A critical approach to the concept of a polar, low-altitude LARES satellite

Abstract

According to very recent developments of the LARES mission, which is devoted to the measurement of the general relativistic Lense–Thirring effect in the gravitational field of the Earth with satellite laser ranging, it seems that the LARES satellite might be finally launched in a polar, low-altitude orbit by means of a relatively low-cost rocket. The observable would be the node only. The Lense–Thirring effect on it would consist of a secular linear trend. The biasing classical secular nodal precessions due to the even zonal harmonics of the geopotential, which represent the major source of uncertainty, vanish if and only if the orbit is exactly polar. Due to the small altitude, even small possible deviations from the projected inclination, which might be induced by the orbital injection errors, should yield a rather large systematic error due to the mismodelled even zonal harmonics of geopotential in the measurement of the relativistic nodal shift.
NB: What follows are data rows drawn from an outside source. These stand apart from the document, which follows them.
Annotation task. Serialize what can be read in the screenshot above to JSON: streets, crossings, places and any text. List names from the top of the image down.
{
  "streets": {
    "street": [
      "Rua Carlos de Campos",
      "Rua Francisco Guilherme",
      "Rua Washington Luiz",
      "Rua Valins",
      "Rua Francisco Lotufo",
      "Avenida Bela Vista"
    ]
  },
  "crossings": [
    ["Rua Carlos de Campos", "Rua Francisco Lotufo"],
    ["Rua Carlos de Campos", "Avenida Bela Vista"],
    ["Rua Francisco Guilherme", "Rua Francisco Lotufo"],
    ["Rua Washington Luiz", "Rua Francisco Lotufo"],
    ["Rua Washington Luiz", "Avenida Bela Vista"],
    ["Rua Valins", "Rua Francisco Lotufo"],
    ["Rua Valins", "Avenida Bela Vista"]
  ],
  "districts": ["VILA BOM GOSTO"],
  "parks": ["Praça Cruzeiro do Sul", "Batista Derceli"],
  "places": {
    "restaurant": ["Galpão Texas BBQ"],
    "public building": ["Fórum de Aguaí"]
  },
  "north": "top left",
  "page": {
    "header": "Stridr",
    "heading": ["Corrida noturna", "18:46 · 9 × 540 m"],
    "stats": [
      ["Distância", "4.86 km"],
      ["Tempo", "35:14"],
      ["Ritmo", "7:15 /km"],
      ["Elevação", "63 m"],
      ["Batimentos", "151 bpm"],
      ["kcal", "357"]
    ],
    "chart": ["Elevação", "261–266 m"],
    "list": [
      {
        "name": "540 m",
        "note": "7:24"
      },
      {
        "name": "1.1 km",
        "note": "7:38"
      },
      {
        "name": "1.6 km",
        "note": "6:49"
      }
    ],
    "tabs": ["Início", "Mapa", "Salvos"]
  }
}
So, in this paper we show how such a configuration, in fact, to the present level of knowledge of the terrestrial gravitational field according to the EGM96 gravity model, should be of relatively little utility in increasing the obtainable accuracy in measuring the Lense–Thirring effect with respect not only to the originally proposed supplementary LARES–LAGEOS configuration, but also to the present LAGEOS–LAGEOS II experiment which has a total accuracy of the order of 20–30%. Maybe the situation will improve, at least to a certain extent, when the new, more accurate Earth gravity models from the CHAMP and GRACE missions become available.